L’EUROPE EST NOTRE AVENIR

13 août 2008 · Publié dans la catégorie Argumentaires 

La crise européenne est d’abord une crise du sens

L’Europe est la grande utopie de notre temps, la seule vraie « Nouvelle Frontière » pour nos générations et celles à venir. L’avenir de la France est indissociable de la construction européenne : c’est cette conviction profonde qui a conduit, depuis 60 ans, les socialistes à s’y engager résolument.
Longtemps, les aspirations populaires à la paix et à la prospérité ont été les moteurs de cette démarche. Désormais, la paix semble acquise alors que la prospérité paraît menacée par le mode contemporain de globalisation économique et financière.
L’élargissement sans renforcement politique à créé un effort de distanciation avec les peuples. L’Europe n’apparaît que comme un espace de droit, de libre circulation et d’échanges. D’où la crise d’identité.
Entre l’Etat - nation et l’espace - monde, pourtant, elle doit être un échelon pertinent de régulation, un lieu de création de richesses et de protection, à condition parallèlement de remettre sur le métier sa construction politique. Il faut redonner un sens à l’aventure européenne.
Au moment où de nouvelles puissances s’affirment, l’Union européenne doit sans tarder se remettre en ordre de marche, sous peine d’être condamnée à l’effacement.

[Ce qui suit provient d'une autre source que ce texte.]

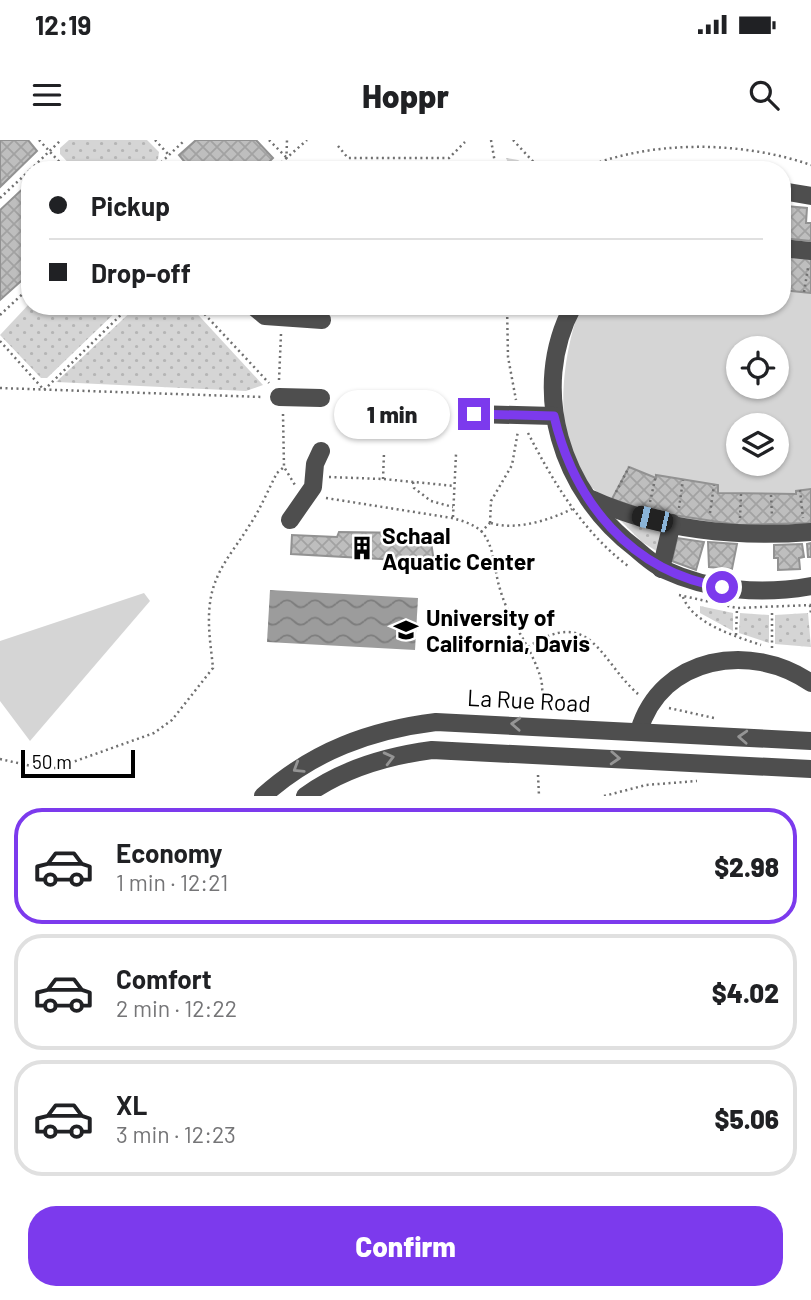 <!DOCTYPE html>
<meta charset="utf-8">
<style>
:root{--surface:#fff;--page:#f2f2f2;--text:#202124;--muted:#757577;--line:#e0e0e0;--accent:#7c3aed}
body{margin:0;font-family:Barlow,sans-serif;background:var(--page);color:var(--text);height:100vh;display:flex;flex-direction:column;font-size:26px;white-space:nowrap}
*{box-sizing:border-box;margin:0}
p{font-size:23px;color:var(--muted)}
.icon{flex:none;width:38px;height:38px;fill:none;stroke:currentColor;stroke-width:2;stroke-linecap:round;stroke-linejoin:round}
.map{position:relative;height:656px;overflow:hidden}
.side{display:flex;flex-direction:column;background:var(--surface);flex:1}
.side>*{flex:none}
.banner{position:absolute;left:21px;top:21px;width:770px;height:154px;border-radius:28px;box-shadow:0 2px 5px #0004;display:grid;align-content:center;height:154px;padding:0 28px;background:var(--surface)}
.tools{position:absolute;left:726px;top:196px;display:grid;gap:14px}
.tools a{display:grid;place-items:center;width:63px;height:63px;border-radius:50%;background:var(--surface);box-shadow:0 2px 5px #0004;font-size:35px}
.scale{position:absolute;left:21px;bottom:18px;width:114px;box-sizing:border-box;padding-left:7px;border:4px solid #000;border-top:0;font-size:19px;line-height:24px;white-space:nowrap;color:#000;-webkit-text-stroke:5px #fff;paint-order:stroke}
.end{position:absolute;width:32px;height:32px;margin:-16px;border:9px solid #7c3aed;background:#fff;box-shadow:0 0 0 4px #fff}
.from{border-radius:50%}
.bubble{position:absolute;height:49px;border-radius:24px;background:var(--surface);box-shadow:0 2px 5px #0004;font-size:23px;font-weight:800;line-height:49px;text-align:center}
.car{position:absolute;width:21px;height:42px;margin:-21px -10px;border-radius:9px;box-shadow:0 0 5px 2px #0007;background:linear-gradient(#222 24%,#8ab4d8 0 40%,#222 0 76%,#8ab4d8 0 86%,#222 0)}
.banner b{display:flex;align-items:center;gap:24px;height:66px;font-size:26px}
.banner b+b{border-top:2px solid var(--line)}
.banner i{width:18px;height:18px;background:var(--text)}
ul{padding:12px 0 0;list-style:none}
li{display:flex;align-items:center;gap:21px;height:116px;margin:0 14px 10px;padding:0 14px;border:4px solid var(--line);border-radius:28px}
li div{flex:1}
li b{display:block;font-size:26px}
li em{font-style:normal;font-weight:800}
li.selected{border-color:var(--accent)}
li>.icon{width:63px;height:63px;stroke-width:1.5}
.primary-button{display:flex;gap:14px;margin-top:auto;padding:14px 28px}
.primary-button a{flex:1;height:80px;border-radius:28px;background:var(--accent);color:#fff;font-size:28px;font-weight:800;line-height:80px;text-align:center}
.status{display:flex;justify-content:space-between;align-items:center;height:49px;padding:0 35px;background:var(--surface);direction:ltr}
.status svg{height:19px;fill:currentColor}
header{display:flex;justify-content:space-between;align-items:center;height:91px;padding:0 28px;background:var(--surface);font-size:32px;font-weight:800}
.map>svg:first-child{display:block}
</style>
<div class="status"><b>12:19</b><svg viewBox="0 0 49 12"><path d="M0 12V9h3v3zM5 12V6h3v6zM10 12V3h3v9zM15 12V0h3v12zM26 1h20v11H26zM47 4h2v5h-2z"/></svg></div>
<header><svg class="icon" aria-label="menu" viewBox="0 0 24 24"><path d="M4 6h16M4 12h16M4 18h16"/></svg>Hoppr<svg class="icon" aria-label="search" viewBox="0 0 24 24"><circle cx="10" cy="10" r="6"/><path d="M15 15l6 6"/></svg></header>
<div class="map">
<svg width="811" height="656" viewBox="0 0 811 656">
<defs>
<pattern id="grass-dots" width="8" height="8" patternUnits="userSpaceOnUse" patternTransform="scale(1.75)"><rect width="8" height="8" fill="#d5d5d5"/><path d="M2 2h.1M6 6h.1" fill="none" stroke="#b5b5b5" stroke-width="1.8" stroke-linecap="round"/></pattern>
<pattern id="water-waves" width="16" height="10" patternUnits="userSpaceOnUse" patternTransform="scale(1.75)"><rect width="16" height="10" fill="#9c9c9c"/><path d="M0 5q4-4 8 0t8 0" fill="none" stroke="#7d7d7d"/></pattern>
<pattern id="building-cross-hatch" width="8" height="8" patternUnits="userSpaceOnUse" patternTransform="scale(1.75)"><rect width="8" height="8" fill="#bebebe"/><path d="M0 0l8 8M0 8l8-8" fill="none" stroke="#a2a2a2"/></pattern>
</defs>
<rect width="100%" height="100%" fill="#fff"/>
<!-- grass -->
<g fill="url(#grass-dots)">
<polygon points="69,0 147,0 159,12 158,19 146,30 75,30 60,14 60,8"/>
<polygon points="506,18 518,20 532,30 511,30"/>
<polygon points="30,163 30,166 122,166 47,238 41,238 0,195"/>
<polygon points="137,166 190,166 263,245 246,251 56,242"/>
<polygon points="617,377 662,386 658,412 642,402"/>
<polygon points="700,466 733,473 733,491 700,473"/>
<polygon points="740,473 769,475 769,503 739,493"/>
<polygon points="808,473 811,507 775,504 775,475"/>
</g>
<!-- pitch -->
<g fill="#d5d5d5" fill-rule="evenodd">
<path d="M 782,115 L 811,118 L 811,383 C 753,389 653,384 602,355 C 547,323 561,214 581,166 L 782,166 ZM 738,208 L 777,208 L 777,247 L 738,247 ZM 738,285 L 777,285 L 777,324 L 738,324 Z"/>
<polygon points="144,453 150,461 30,601 0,561 0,501"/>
</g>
<!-- water -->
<polygon fill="url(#water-waves)" points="270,450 418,458 415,510 267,502"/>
<!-- building -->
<g fill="url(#building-cross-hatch)" stroke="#929292" stroke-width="2">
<polygon points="0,0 28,0 37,11 0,47"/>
<polygon points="196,0 256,0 273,18 261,30 176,30 184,21 179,15"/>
<polygon points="30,42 30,133 0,160 0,70"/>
<polygon points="786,66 807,68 806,83 811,83 811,101 782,98 782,77 785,77"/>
<polygon points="782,115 811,118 811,153 782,150"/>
<polygon points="629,327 656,338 656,335 718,345 718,353 796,354 796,351 811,349 811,383 739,385 647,371 612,359"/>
<polygon points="339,392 416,393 413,401 431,402 434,422 291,414 292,395 337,397"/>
<polygon points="677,398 704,402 696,430 672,421"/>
<polygon points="708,402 737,404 732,429 709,427"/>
<polygon points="811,403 811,417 808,417 807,404"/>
<polygon points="802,404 804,417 799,418 800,429 778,430 778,418 774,418 774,405"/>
</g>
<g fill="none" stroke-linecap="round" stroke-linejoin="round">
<!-- path -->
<g stroke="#707070" stroke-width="2.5" stroke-dasharray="2 3.5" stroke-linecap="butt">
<polyline points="39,0 67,30"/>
<polyline points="155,0 169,15"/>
<polyline points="269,0 286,17"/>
<polyline points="491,0 495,23 503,30"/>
<polyline points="513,0 541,30"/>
<polyline points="338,6 348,18 449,18 465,2"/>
<polyline points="30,30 61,0"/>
<polyline points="153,30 185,0"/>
<polyline points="273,30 307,0"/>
<polyline points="286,30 287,0"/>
<path d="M 579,30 C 647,0 739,0 811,25"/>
<polyline points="0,58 30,30"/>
<polyline points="789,140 790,126"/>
<polyline points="804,152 808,128"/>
<polyline points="197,166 269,243"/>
<polyline points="507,166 508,217 516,260"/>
<polyline points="0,175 30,147"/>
<polyline points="0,201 44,250 130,166"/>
<polyline points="279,240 281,194"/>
<polyline points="0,248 263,257"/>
<polyline points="283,274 284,327 295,345"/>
<path d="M 528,293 C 554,343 582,391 628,426"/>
<polyline points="329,337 383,339 455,346"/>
<polyline points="383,339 384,313"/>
<polyline points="413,342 414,348 431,361 453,367"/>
<polyline points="800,350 803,378"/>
<polyline points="616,352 629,327"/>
<polyline points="771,355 772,376"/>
<path d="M 326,358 L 452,378 C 463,381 474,384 482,392 C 495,407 494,431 500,449 C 509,482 532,507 541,539 C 543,547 542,557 542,566"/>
<polyline points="650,362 656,335"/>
<polyline points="679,368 683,340"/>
<polyline points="710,373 714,345"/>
<polyline points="453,377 456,314"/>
<polyline points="740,378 741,354"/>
<polyline points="490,383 491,361 512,325 518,291"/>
<path d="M 491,383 C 515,391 550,380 572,369"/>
<polyline points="481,392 490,383"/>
<polyline points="679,455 737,468 811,465"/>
<path d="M 683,457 C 693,484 735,496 761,505"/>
<polyline points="810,465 811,474"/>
<polyline points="736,495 737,468"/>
<path d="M 528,507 C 591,465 600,521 638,554"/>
<polyline points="772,508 772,470"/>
<polyline points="669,568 714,578"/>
<path d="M 0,619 L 40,628 L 56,628 L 154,593 L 172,580 L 213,528 C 211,507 207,485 210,463 C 214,431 233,412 249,386 C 260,370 268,350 277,333 L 284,327"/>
<polyline points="538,635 539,656"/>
<polyline points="604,656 646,645 697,641"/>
</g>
<!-- minor -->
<g stroke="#4e4e4e" stroke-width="18">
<polyline points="782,51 811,56"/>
<polyline points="782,108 811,111"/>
<polyline points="253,166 265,176 322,180"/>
<path d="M 573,166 C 528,250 562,353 635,408 C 644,416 654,425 665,430 C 710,451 762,455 811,446"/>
<polyline points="279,257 321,258"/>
<polyline points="474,274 554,276"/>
<path d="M 591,359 C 658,390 738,398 811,392"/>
<polyline points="290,380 313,347 315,324 321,311"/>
<polyline points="661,429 672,383"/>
<path d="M 639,591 C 661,516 751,501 811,543"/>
<path d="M 263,656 C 313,611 371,590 436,582 L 811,601"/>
<path d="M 305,656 C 342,629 387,616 432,610 L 811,629"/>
</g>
</g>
<!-- one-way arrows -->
<defs><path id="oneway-chevron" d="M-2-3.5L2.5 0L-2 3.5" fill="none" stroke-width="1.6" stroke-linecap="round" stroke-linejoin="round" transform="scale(1.75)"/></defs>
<g stroke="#959595">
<use href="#oneway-chevron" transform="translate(516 584) rotate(-177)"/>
<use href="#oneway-chevron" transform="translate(743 597) rotate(-177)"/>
<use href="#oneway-chevron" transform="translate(389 618) rotate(-14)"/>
<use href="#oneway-chevron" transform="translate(615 618) rotate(3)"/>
<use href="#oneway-chevron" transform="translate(298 628) rotate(148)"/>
</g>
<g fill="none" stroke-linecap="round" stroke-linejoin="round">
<!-- route -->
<path stroke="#7c3aed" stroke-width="9" d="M 474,274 L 554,276 C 574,362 631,432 722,447"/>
</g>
<!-- icons -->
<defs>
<g id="building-bare" transform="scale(1.89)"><path d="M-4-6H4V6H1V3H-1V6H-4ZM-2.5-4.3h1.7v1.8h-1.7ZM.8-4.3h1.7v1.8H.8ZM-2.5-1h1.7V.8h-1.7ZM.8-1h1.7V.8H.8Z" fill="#000" stroke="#fff" stroke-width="2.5" paint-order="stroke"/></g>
<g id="university-bare" transform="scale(1.89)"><path d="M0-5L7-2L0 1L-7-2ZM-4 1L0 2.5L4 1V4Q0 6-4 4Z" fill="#000" stroke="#fff" stroke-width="2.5" paint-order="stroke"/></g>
</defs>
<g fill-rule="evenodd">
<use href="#building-bare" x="362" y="408"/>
<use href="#university-bare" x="406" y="490"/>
</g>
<g text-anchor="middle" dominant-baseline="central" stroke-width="5" stroke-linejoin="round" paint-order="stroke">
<!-- poi labels -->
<g font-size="23" font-weight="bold" fill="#000" stroke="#fff" text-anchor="start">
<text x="382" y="395">Schaal<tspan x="382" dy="26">Aquatic Center</tspan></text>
<text x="426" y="477">University of<tspan x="426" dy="26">California, Davis</tspan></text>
</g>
<!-- street labels -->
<g font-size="23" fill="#000" stroke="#fff">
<text transform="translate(529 560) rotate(3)">La Rue Road</text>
</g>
</g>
</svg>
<div class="tools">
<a><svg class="icon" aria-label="locate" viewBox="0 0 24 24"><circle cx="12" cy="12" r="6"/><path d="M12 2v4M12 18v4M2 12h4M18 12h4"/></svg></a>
<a><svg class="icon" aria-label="layers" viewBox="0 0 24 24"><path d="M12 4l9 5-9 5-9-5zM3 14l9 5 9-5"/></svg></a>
</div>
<div class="scale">50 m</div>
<i class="end from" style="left:722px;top:447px"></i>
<i class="end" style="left:474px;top:274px"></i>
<div class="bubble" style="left:334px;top:250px;width:116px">1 min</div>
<i class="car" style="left:652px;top:379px;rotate:283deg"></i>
<div class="banner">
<b><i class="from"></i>Pickup</b>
<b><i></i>Drop-off</b>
</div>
</div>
<section class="side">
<ul>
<li class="selected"><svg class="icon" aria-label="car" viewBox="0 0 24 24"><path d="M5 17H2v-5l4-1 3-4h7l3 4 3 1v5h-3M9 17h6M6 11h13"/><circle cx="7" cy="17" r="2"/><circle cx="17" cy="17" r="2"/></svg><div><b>Economy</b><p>1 min · 12:21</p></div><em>$2.98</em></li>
<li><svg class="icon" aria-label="car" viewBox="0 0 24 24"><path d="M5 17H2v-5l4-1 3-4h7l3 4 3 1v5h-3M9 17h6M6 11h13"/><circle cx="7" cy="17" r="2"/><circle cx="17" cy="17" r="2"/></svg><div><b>Comfort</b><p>2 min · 12:22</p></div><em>$4.02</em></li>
<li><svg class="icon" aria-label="car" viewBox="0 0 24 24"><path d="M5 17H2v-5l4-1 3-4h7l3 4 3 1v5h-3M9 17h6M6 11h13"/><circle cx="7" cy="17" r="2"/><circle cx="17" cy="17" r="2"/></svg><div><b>XL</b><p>3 min · 12:23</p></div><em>$5.06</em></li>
</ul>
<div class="primary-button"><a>Confirm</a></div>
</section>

L’Europe est l’espace politique pertinent

Cette conviction nous conduit à militer en faveur de transports de compétences, de procédures de décisions simplifiées, l’affirmation de droits sociaux, des institutions plus fédérales et parlementarisées.
Il faut s’inspirer, d’emblée de la stratégie de Lisbonne qui, en 2010, avait abouti à l’adoption d’objectifs économiques, sociaux et environnementaux.
Il faut bâtir, en effet, de nouvelles politiques communes : l’Europe de la recherche et de la connaissance, de l’énergie, de la défense en créant, dans un premier temps, des moyens propres, de l’environnement comme puissant levier en matière de croissance solidaire et responsable, d’une politique agricole commune refondée pour prendre en compte les objectifs nouveaux : alimentation, santé humaine et animale, aménagement du territoire, environnement.
Pour ce faire, une nouvelle répartition de l’effort budgétaire consenti, à pression fiscale constante, s’avère indispensable. Il doit être doublé et porté à  2% du P.I.B. des Etats membres, le cas échéant par la création d’un impôt européen qui pourrait être assis sur le bénéfice des sociétés, en abandonnant, de plus, le principe de « juste retour » et en accroissant le droit de regard des parlements nationaux sur les dépenses.

Nous devons œuvrer à définir un programme et une stratégie communes aux socialistes européens en vue des élections de 2009.

Nous devons, dans cette perspective, dépasser les insatisfactions engendrées par la construction de l’Union, les divergences qui ont surgi lors du processus de ratification du Traité Constitutionnel Européen, veiller à détacher les prochaines élections des polémiques franco-françaises, et porter le programme du P.S.E dans le but de rapprocher l’Europe des citoyens et la rendre plus compréhensible par eux.